● WORK TO BE COMPLETED:
Each entry has to be given again in its exact wording, and no picture may appear in the result.

__________________________________________________

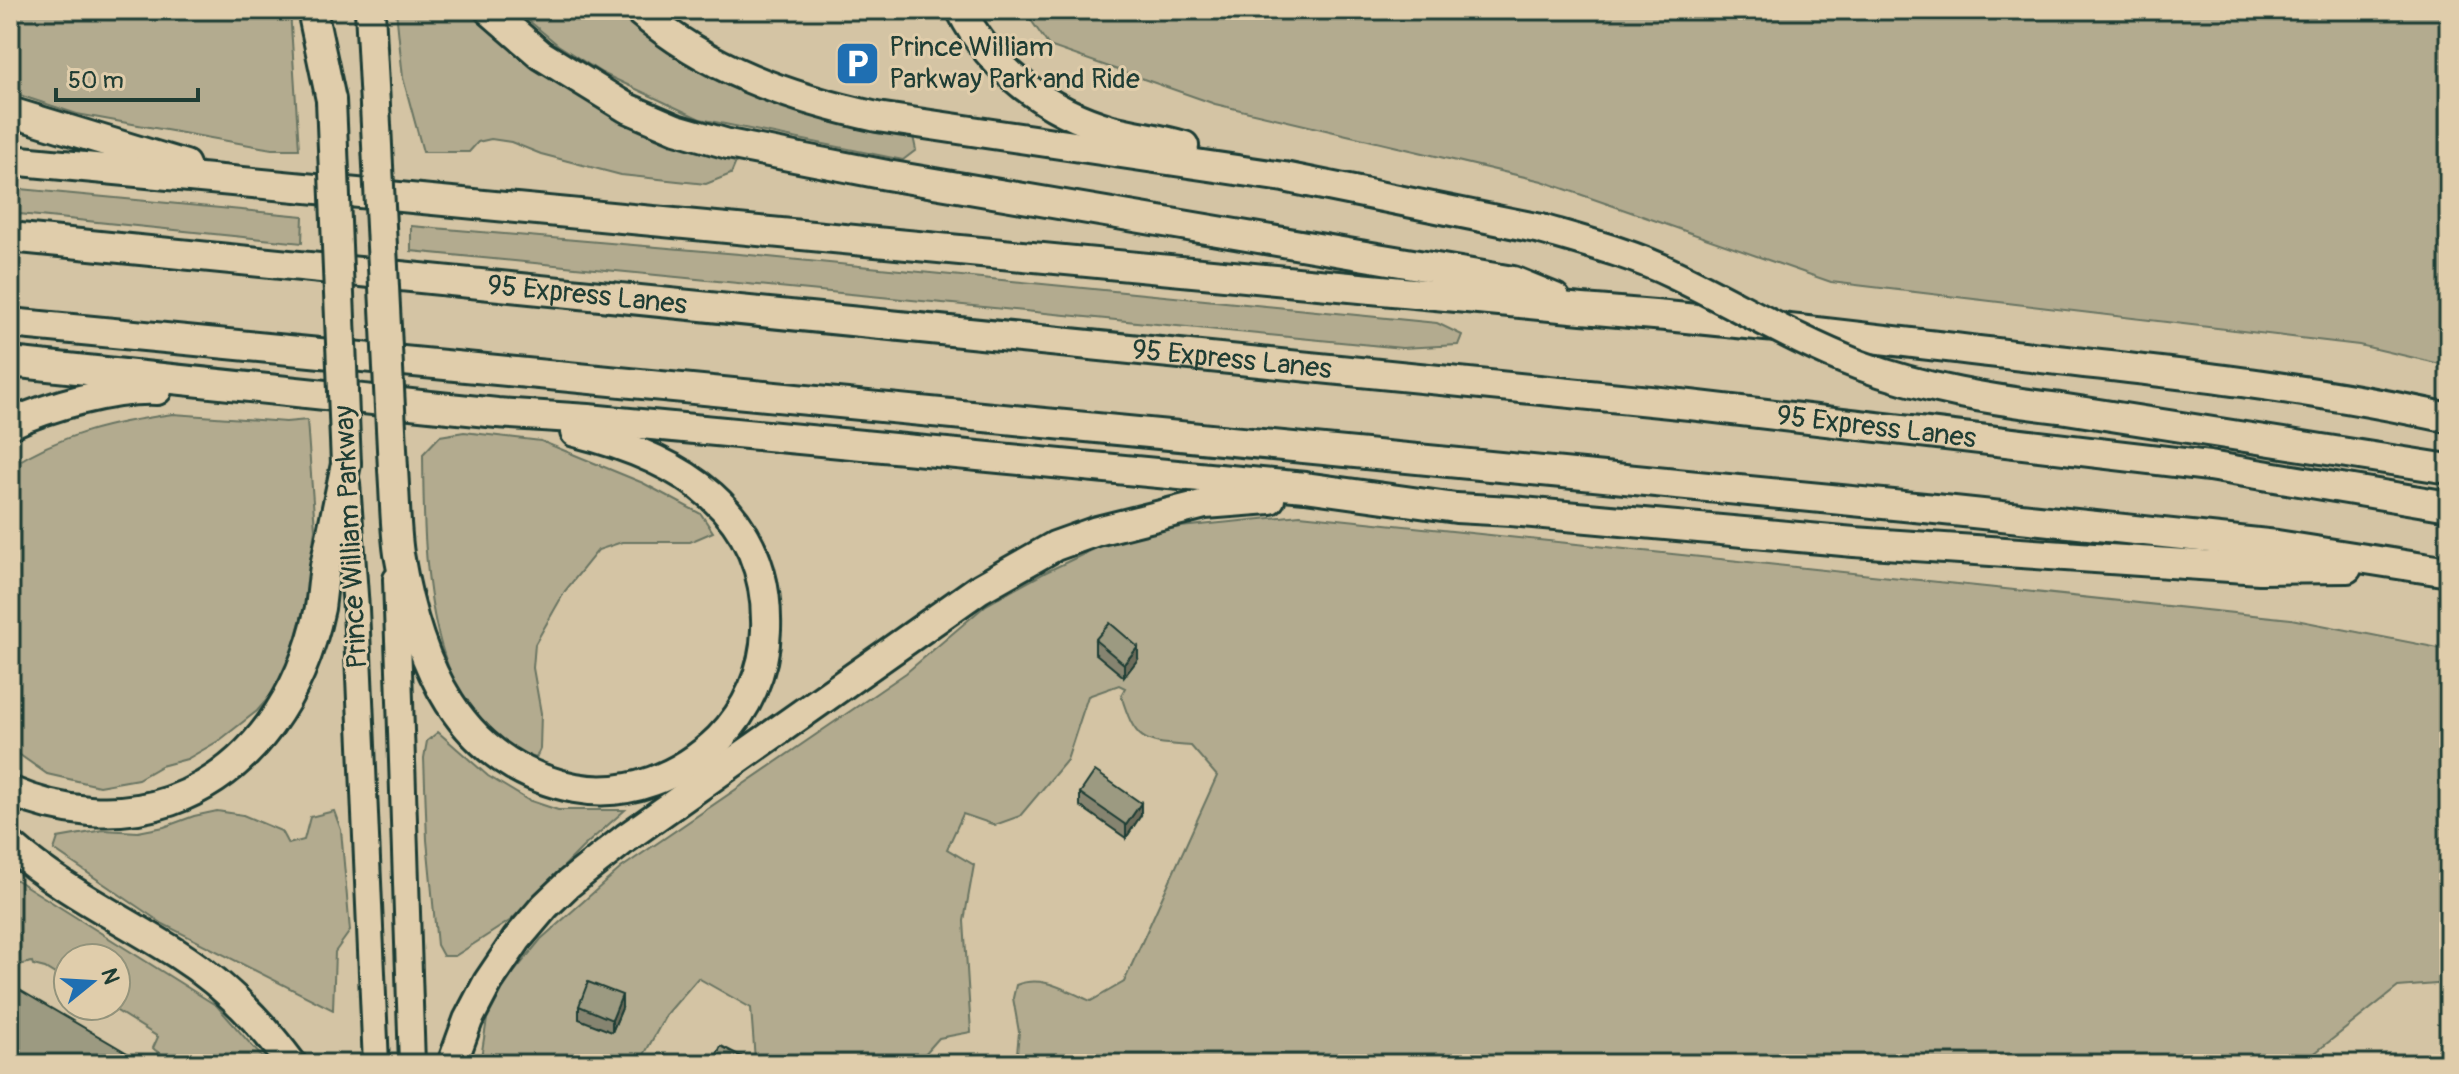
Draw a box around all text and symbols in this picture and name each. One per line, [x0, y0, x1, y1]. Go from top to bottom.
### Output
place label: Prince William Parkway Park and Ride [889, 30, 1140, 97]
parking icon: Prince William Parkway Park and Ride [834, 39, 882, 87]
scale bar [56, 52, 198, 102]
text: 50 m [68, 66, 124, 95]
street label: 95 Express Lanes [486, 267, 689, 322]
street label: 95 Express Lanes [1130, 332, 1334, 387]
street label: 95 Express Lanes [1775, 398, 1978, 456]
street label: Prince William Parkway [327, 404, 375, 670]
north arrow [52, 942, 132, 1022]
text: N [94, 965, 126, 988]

__________________________________________________

● RESPONSE TO THIS EXERCISE:
Draw a box around all text and symbols in this picture and name each. One per line, [x0, y0, x1, y1]. Go from top to bottom.
### Output
place label: Prince William Parkway Park and Ride [889, 30, 1140, 97]
parking icon: Prince William Parkway Park and Ride [834, 39, 882, 87]
scale bar [56, 52, 198, 102]
text: 50 m [68, 66, 124, 95]
street label: 95 Express Lanes [486, 267, 689, 322]
street label: 95 Express Lanes [1130, 332, 1334, 387]
street label: 95 Express Lanes [1775, 398, 1978, 456]
street label: Prince William Parkway [327, 404, 375, 670]
north arrow [52, 942, 132, 1022]
text: N [94, 965, 126, 988]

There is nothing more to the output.